• [AIM OF THE EXERCISE]: A copy is needed of each line in the records that has the word "Delgado".

[Data items]
--- START ---
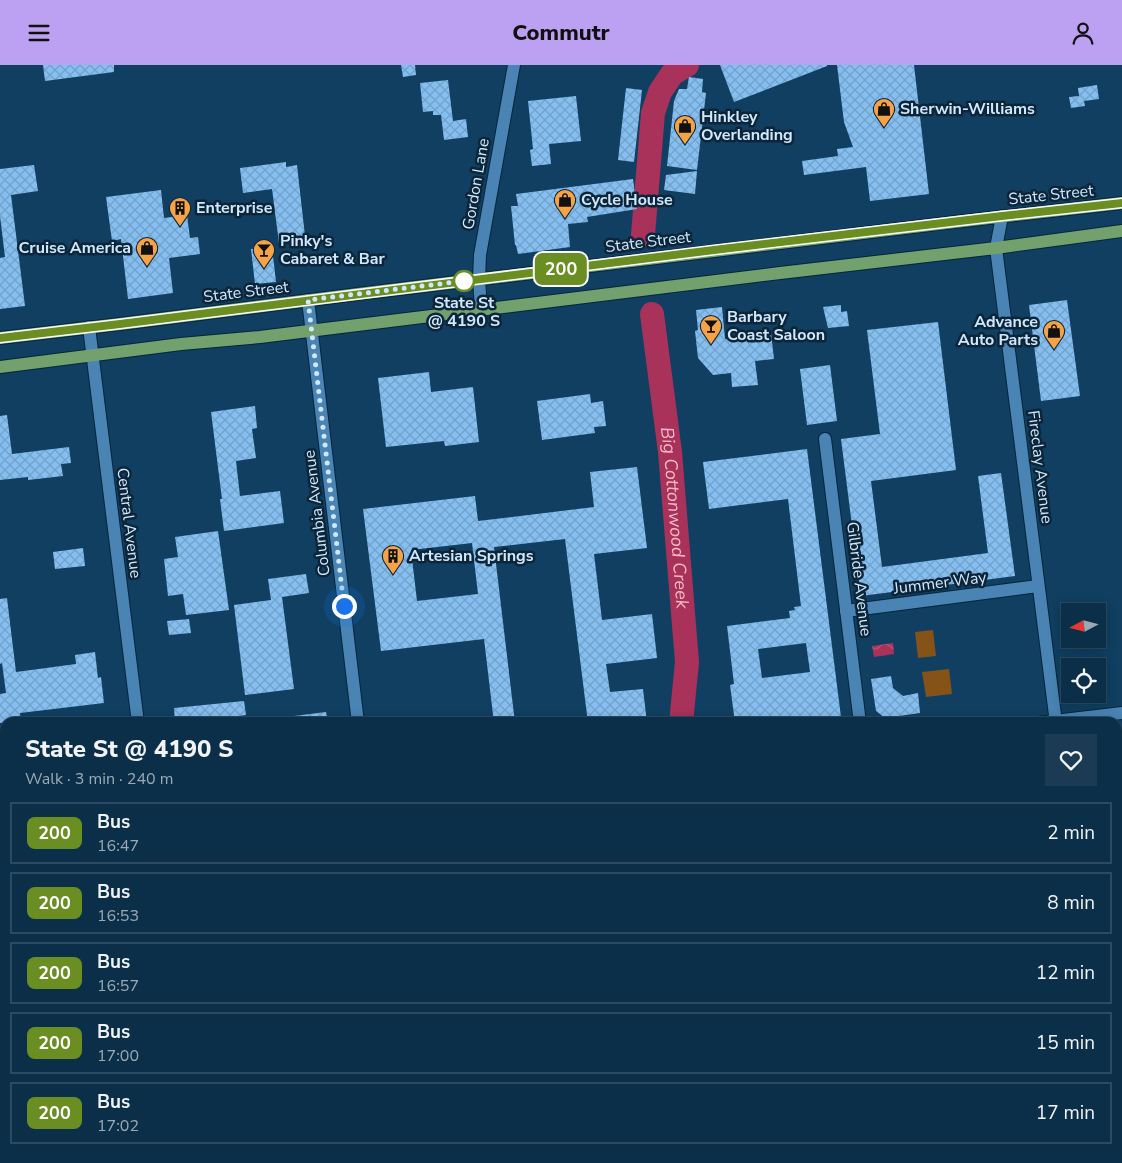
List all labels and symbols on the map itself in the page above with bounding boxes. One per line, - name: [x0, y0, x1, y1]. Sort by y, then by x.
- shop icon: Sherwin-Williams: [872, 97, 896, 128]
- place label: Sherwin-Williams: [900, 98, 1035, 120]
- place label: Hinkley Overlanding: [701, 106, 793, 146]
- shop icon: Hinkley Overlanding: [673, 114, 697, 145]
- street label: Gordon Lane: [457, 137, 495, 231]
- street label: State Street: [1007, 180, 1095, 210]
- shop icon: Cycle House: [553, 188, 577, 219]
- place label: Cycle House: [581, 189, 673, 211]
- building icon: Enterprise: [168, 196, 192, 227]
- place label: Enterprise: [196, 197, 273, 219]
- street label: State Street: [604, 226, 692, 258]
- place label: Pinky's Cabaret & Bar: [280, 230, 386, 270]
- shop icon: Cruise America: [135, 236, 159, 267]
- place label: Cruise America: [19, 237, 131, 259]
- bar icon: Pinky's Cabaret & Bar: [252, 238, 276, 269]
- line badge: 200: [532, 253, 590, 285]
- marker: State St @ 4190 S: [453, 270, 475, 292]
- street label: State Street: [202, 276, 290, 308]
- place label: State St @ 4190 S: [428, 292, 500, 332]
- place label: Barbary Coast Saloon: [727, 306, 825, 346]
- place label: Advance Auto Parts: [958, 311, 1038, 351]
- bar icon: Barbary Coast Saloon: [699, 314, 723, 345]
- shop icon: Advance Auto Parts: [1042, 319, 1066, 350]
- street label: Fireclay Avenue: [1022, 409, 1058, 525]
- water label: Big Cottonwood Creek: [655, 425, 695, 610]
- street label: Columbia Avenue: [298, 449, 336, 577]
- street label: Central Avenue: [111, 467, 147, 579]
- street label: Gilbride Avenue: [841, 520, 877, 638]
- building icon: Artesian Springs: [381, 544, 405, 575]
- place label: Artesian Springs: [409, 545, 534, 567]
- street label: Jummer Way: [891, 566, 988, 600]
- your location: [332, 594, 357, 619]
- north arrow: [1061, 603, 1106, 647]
--- END ---
--- START ---
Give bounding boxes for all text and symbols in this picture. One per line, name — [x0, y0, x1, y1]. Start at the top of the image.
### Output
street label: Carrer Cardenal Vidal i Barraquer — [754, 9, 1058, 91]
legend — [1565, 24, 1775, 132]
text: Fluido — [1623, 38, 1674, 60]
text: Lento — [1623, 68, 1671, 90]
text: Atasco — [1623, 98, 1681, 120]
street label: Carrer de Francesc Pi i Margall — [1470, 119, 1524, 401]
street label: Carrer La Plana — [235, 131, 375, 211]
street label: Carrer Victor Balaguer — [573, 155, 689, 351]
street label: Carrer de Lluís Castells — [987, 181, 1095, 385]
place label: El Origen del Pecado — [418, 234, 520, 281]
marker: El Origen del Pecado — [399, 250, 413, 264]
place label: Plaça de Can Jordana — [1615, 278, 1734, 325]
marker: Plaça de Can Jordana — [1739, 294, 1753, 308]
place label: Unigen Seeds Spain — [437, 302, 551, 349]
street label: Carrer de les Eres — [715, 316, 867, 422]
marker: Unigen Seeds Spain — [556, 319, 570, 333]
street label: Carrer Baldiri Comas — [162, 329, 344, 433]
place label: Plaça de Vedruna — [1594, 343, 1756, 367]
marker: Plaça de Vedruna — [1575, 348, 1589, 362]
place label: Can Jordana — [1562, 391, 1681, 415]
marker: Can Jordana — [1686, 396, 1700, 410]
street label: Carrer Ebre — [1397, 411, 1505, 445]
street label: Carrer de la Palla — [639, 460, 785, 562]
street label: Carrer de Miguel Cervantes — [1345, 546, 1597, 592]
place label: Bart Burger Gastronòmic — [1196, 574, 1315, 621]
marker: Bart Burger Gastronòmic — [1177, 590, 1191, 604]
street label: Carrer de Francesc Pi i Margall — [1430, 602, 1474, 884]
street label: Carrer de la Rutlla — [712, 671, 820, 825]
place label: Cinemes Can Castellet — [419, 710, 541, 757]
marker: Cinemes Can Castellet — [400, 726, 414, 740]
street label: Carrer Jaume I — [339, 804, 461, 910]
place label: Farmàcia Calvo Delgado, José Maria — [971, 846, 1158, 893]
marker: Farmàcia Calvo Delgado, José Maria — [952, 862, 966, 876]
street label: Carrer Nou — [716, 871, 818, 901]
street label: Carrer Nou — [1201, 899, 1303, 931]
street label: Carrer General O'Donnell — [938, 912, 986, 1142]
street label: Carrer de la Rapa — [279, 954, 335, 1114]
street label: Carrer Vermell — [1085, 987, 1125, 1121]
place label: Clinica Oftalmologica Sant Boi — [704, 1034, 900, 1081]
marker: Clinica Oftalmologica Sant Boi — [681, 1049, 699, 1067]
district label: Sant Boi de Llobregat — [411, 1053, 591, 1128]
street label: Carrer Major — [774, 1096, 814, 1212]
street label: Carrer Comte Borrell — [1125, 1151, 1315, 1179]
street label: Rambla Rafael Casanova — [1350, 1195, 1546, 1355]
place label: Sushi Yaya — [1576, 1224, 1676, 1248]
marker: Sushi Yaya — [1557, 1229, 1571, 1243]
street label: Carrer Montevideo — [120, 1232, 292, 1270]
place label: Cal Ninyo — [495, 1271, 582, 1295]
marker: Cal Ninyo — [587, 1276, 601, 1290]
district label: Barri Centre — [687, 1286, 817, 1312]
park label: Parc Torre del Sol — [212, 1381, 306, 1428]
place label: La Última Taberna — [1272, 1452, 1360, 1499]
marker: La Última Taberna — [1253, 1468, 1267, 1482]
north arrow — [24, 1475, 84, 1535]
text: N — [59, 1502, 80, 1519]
--- END ---
• [REPLY]:
place label: Farmàcia Calvo Delgado, José Maria — [971, 846, 1158, 893]
marker: Farmàcia Calvo Delgado, José Maria — [952, 862, 966, 876]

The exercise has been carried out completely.